Assets in the pension system will surpass the €20bn threshold this year, thanks to good performance figures. Since the first Pensionskassen were created in the early 1990s the long-term average performance now stands at 5.71%.
For 2014, the average performance for the sector stood at 7.85%. However, as each Pensionskasse offers a wide range of investment portfolios according to life-cycle models or the risk appetite of companies, this average is not meaningful. According to data compiled by Mercer last year, ‘conservative’ portfolios with a low risk profile fared best at just over 11% while those with the highest risk only returned 8.5%.
“This is really the last year in which it will be possible to make around 4% with European debt,” says Günther Schiendl, CIO at Austrian VBV Pensionskasse, who cautions that it is possible interest rates might fall lower. Therefore, VBV Pensionskasse is maintaining what it terms a “classic interest-neutral strategy”.
Additionally, Schiendl sees emerging market debt, both local and hard currency dominitated, as interesting, but only to be used tactically. He expects spreads in the European periphery to shrink, which would help returns. Risk premia might also reduce in this low interest rate environment, he adds.

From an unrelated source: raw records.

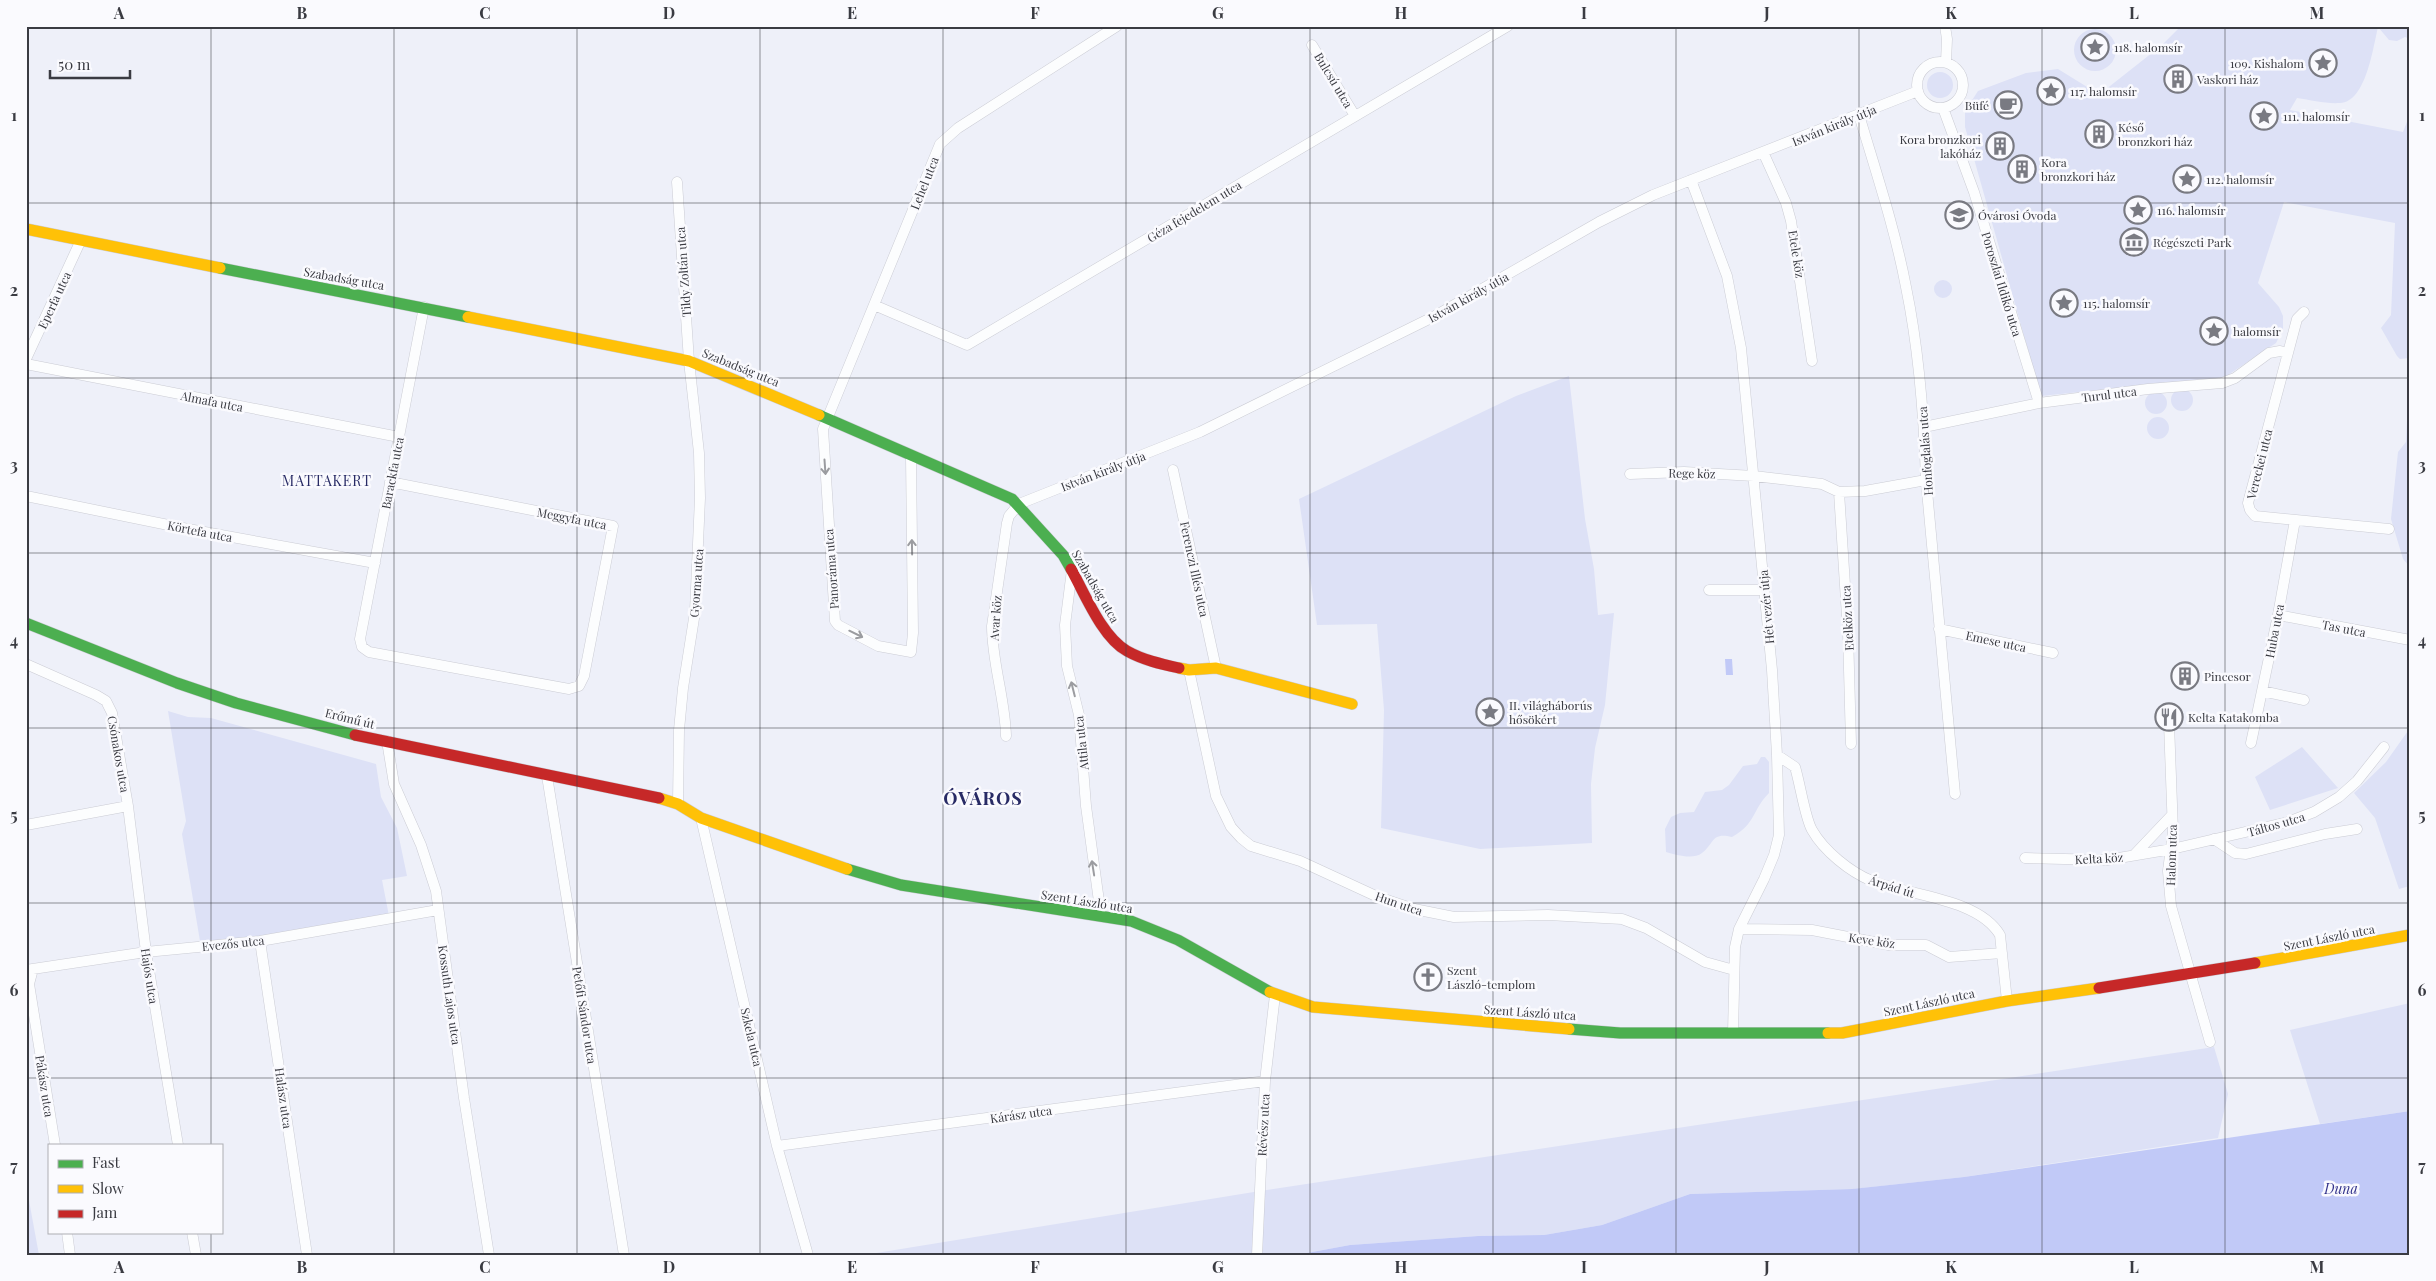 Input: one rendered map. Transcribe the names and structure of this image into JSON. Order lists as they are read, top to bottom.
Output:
{
  "streets": {
    "street": [
      "Bulcsú utca",
      "István király útja",
      "Lehel utca",
      "Géza fejedelem utca",
      "Etele köz",
      "Tildy Zoltán utca",
      "Szabadság utca",
      "Poroszlai Ildikó utca",
      "Eperfa utca",
      "Turul utca",
      "Almafa utca",
      "Honfoglalás utca",
      "Vereckei utca",
      "Barackfa utca",
      "Rege köz",
      "Meggyfa utca",
      "Körtefa utca",
      "Panoráma utca",
      "Ferenczi Illés utca",
      "Gyorma utca",
      "Hét vezér útja",
      "Avar köz",
      "Etelköz utca",
      "Tas utca",
      "Huba utca",
      "Emese utca",
      "Erőmű út",
      "Attila utca",
      "Csónakos utca",
      "Táltos utca",
      "Halom utca",
      "Kelta köz",
      "Árpád út",
      "Szent László utca",
      "Hun utca",
      "Keve köz",
      "Evezős utca",
      "Hajós utca",
      "Kossuth Lajos utca",
      "Petőfi Sándor utca",
      "Szkela utca",
      "Pákász utca",
      "Halász utca",
      "Kárász utca",
      "Révész utca"
    ]
  },
  "crossings": [
    ["Bulcsú utca", "Géza fejedelem utca"],
    ["István király útja", "Etele köz"],
    ["István király útja", "Szabadság utca"],
    ["István király útja", "Poroszlai Ildikó utca"],
    ["István király útja", "Honfoglalás utca"],
    ["István király útja", "Hét vezér útja"],
    ["István király útja", "Avar köz"],
    ["Lehel utca", "Géza fejedelem utca"],
    ["Lehel utca", "Szabadság utca"],
    ["Lehel utca", "Panoráma utca"],
    ["Tildy Zoltán utca", "Szabadság utca"],
    ["Tildy Zoltán utca", "Gyorma utca"],
    ["Szabadság utca", "Eperfa utca"],
    ["Szabadság utca", "Barackfa utca"],
    ["Szabadság utca", "Panoráma utca"],
    ["Szabadság utca", "Ferenczi Illés utca"],
    ["Szabadság utca", "Gyorma utca"],
    ["Szabadság utca", "Avar köz"],
    ["Szabadság utca", "Attila utca"],
    ["Szabadság utca", "Hun utca"],
    ["Poroszlai Ildikó utca", "Turul utca"],
    ["Turul utca", "Honfoglalás utca"],
    ["Turul utca", "Vereckei utca"],
    ["Almafa utca", "Barackfa utca"],
    ["Honfoglalás utca", "Emese utca"],
    ["Vereckei utca", "Huba utca"],
    ["Barackfa utca", "Meggyfa utca"],
    ["Barackfa utca", "Körtefa utca"],
    ["Rege köz", "Hét vezér útja"],
    ["Rege köz", "Etelköz utca"],
    ["Gyorma utca", "Erőmű út"],
    ["Gyorma utca", "Szent László utca"],
    ["Hét vezér útja", "Árpád út"],
    ["Hét vezér útja", "Szent László utca"],
    ["Hét vezér útja", "Hun utca"],
    ["Hét vezér útja", "Keve köz"],
    ["Tas utca", "Huba utca"],
    ["Erőmű út", "Szent László utca"],
    ["Erőmű út", "Kossuth Lajos utca"],
    ["Erőmű út", "Petőfi Sándor utca"],
    ["Attila utca", "Szent László utca"],
    ["Csónakos utca", "Hajós utca"],
    ["Táltos utca", "Halom utca"],
    ["Táltos utca", "Kelta köz"],
    ["Halom utca", "Kelta köz"],
    ["Halom utca", "Szent László utca"],
    ["Árpád út", "Szent László utca"],
    ["Árpád út", "Keve köz"],
    ["Szent László utca", "Szkela utca"],
    ["Szent László utca", "Révész utca"],
    ["Evezős utca", "Hajós utca"],
    ["Evezős utca", "Kossuth Lajos utca"],
    ["Evezős utca", "Pákász utca"],
    ["Evezős utca", "Halász utca"],
    ["Szkela utca", "Kárász utca"],
    ["Kárász utca", "Révész utca"]
  ],
  "one_way": ["Attila utca"],
  "districts": ["MATTAKERT", "ÓVÁROS"],
  "water": ["Duna"],
  "places": {
    "place": [
      "118. halomsír",
      "109. Kishalom",
      "117. halomsír",
      "111. halomsír",
      "112. halomsír",
      "116. halomsír",
      "115. halomsír",
      "halomsír",
      "II. világháborús hősökért"
    ],
    "building": [
      "Vaskori ház",
      "Késő bronzkori ház",
      "Kora bronzkori lakóház",
      "Kora bronzkori ház",
      "Pincesor"
    ],
    "cafe": ["Büfé"],
    "school or university": ["Óvárosi Óvoda"],
    "museum": ["Régészeti Park"],
    "restaurant": ["Kelta Katakomba"],
    "church": ["Szent László-templom"]
  },
  "legend": ["Fast", "Slow", "Jam"],
  "scale_bar": "50 m",
  "grid": {
    "columns": [
      "A",
      "B",
      "C",
      "D",
      "E",
      "F",
      "G",
      "H",
      "I",
      "J",
      "K",
      "L",
      "M"
    ],
    "rows": [
      "1",
      "2",
      "3",
      "4",
      "5",
      "6",
      "7"
    ]
  }
}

The problems Austrian Pensionskassen are facing – apart from the challenging investment environment – are two-fold.
For one, the topic of pensions is hardly discussed in public. “There are only a few experts in Austria who are openly saying that the first pillar is not sustainable but the politicians in charge mostly disagree and so nothing happens,” Salomon-Girsch points out. “Something will have to happen, but I do not know when that will be. Hopefully soon!”
And if the debate finds its way into the media it often driven by a specific issue, such as when pensions had to be cut because they had been transferred in the early years with rates
a high as 7%. And therein lies the second problem – systemic rigidities are seldom discussed because the whole system is not being reviewed properly.
“The concept of a fixed interest rate that has to be attained is outdated,” says Gerald Moritz, founder of Moritz Consulting. “The world has changed.” Moritz is in favour of introducing reserves and allowing greater flexibility with the interest rates applied to Pensionskassen.
Moritz sees a problem in Pensionskassen feeling the need to distribute excess returns to its members in good years and putting too little aside to buffer funds. “This is a psychological problem as people expect their pensions at least not to be cut in a year in which the Pensionskasse has achieved a performance at or above the discount rate”.
But the problem of over-generous distribution to members might soon become theoretical, if regulations are not loosened to allow Pensionskassen to move into new fields of investments.
“The gate has to be opened to private market debt, possibly including infrastructure, maybe as a UCITS-structure,” says Moritz.